▶ **Exercise**: Each record should be written out exactly as given.

*** Opening of Supplied records ***

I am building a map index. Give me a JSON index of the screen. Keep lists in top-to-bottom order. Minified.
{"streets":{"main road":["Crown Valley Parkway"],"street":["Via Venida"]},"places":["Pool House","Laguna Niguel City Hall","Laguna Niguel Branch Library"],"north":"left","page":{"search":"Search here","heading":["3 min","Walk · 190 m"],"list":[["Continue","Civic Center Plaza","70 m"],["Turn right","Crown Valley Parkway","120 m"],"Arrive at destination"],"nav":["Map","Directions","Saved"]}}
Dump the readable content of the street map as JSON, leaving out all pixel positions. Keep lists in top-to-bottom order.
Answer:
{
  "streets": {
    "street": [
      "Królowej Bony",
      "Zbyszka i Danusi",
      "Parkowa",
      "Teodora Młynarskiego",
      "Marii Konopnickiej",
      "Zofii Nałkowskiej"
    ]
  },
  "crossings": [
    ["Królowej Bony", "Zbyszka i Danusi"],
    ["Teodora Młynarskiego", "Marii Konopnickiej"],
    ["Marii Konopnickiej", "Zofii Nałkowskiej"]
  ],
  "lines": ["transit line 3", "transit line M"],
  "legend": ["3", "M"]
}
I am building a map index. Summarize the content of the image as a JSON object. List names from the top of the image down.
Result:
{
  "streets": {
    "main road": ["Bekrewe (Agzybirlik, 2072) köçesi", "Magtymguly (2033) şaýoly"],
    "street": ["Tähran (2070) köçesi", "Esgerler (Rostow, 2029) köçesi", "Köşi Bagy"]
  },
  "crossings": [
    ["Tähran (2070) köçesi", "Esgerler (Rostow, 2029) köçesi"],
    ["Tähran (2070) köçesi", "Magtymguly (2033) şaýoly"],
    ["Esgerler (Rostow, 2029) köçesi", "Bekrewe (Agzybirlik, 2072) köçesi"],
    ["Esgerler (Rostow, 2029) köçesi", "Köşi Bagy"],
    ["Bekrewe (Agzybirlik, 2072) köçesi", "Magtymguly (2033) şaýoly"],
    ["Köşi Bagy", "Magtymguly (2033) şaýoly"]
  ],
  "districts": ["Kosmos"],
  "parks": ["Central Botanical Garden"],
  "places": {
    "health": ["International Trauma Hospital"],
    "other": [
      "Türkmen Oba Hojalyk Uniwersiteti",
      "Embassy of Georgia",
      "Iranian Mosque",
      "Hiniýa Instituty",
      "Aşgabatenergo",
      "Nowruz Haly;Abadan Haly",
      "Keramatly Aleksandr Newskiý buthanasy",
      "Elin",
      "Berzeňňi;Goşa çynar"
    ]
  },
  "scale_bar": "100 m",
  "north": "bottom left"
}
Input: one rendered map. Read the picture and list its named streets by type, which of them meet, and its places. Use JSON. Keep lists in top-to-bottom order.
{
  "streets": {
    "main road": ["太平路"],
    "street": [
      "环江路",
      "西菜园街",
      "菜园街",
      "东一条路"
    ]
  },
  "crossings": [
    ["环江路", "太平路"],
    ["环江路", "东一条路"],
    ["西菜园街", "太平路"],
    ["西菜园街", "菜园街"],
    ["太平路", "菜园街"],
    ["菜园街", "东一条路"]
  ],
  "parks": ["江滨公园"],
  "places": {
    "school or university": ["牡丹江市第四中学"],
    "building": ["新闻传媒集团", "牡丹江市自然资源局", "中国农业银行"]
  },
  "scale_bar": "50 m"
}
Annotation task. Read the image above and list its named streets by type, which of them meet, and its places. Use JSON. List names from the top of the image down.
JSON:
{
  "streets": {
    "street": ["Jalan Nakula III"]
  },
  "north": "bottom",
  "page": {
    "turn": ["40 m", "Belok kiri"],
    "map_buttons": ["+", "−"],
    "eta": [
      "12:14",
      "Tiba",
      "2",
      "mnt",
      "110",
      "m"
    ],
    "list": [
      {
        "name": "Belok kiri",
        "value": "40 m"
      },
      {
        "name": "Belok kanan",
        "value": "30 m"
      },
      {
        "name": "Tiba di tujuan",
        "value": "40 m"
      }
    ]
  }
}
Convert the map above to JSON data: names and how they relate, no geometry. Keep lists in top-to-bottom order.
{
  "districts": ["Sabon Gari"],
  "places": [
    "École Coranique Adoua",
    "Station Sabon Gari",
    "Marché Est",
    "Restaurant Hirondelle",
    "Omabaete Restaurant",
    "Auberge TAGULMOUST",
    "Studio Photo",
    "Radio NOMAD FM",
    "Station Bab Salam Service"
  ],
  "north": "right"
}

*** Close of Supplied records ***

▶ **Solution to this problem**:
I am building a map index. Give me a JSON index of the screen. Keep lists in top-to-bottom order. Minified.
{"streets":{"main road":["Crown Valley Parkway"],"street":["Via Venida"]},"places":["Pool House","Laguna Niguel City Hall","Laguna Niguel Branch Library"],"north":"left","page":{"search":"Search here","heading":["3 min","Walk · 190 m"],"list":[["Continue","Civic Center Plaza","70 m"],["Turn right","Crown Valley Parkway","120 m"],"Arrive at destination"],"nav":["Map","Directions","Saved"]}}
Dump the readable content of the street map as JSON, leaving out all pixel positions. Keep lists in top-to-bottom order.
Answer:
{
  "streets": {
    "street": [
      "Królowej Bony",
      "Zbyszka i Danusi",
      "Parkowa",
      "Teodora Młynarskiego",
      "Marii Konopnickiej",
      "Zofii Nałkowskiej"
    ]
  },
  "crossings": [
    ["Królowej Bony", "Zbyszka i Danusi"],
    ["Teodora Młynarskiego", "Marii Konopnickiej"],
    ["Marii Konopnickiej", "Zofii Nałkowskiej"]
  ],
  "lines": ["transit line 3", "transit line M"],
  "legend": ["3", "M"]
}
I am building a map index. Summarize the content of the image as a JSON object. List names from the top of the image down.
Result:
{
  "streets": {
    "main road": ["Bekrewe (Agzybirlik, 2072) köçesi", "Magtymguly (2033) şaýoly"],
    "street": ["Tähran (2070) köçesi", "Esgerler (Rostow, 2029) köçesi", "Köşi Bagy"]
  },
  "crossings": [
    ["Tähran (2070) köçesi", "Esgerler (Rostow, 2029) köçesi"],
    ["Tähran (2070) köçesi", "Magtymguly (2033) şaýoly"],
    ["Esgerler (Rostow, 2029) köçesi", "Bekrewe (Agzybirlik, 2072) köçesi"],
    ["Esgerler (Rostow, 2029) köçesi", "Köşi Bagy"],
    ["Bekrewe (Agzybirlik, 2072) köçesi", "Magtymguly (2033) şaýoly"],
    ["Köşi Bagy", "Magtymguly (2033) şaýoly"]
  ],
  "districts": ["Kosmos"],
  "parks": ["Central Botanical Garden"],
  "places": {
    "health": ["International Trauma Hospital"],
    "other": [
      "Türkmen Oba Hojalyk Uniwersiteti",
      "Embassy of Georgia",
      "Iranian Mosque",
      "Hiniýa Instituty",
      "Aşgabatenergo",
      "Nowruz Haly;Abadan Haly",
      "Keramatly Aleksandr Newskiý buthanasy",
      "Elin",
      "Berzeňňi;Goşa çynar"
    ]
  },
  "scale_bar": "100 m",
  "north": "bottom left"
}
Input: one rendered map. Read the picture and list its named streets by type, which of them meet, and its places. Use JSON. Keep lists in top-to-bottom order.
{
  "streets": {
    "main road": ["太平路"],
    "street": [
      "环江路",
      "西菜园街",
      "菜园街",
      "东一条路"
    ]
  },
  "crossings": [
    ["环江路", "太平路"],
    ["环江路", "东一条路"],
    ["西菜园街", "太平路"],
    ["西菜园街", "菜园街"],
    ["太平路", "菜园街"],
    ["菜园街", "东一条路"]
  ],
  "parks": ["江滨公园"],
  "places": {
    "school or university": ["牡丹江市第四中学"],
    "building": ["新闻传媒集团", "牡丹江市自然资源局", "中国农业银行"]
  },
  "scale_bar": "50 m"
}
Annotation task. Read the image above and list its named streets by type, which of them meet, and its places. Use JSON. List names from the top of the image down.
JSON:
{
  "streets": {
    "street": ["Jalan Nakula III"]
  },
  "north": "bottom",
  "page": {
    "turn": ["40 m", "Belok kiri"],
    "map_buttons": ["+", "−"],
    "eta": [
      "12:14",
      "Tiba",
      "2",
      "mnt",
      "110",
      "m"
    ],
    "list": [
      {
        "name": "Belok kiri",
        "value": "40 m"
      },
      {
        "name": "Belok kanan",
        "value": "30 m"
      },
      {
        "name": "Tiba di tujuan",
        "value": "40 m"
      }
    ]
  }
}
Convert the map above to JSON data: names and how they relate, no geometry. Keep lists in top-to-bottom order.
{
  "districts": ["Sabon Gari"],
  "places": [
    "École Coranique Adoua",
    "Station Sabon Gari",
    "Marché Est",
    "Restaurant Hirondelle",
    "Omabaete Restaurant",
    "Auberge TAGULMOUST",
    "Studio Photo",
    "Radio NOMAD FM",
    "Station Bab Salam Service"
  ],
  "north": "right"
}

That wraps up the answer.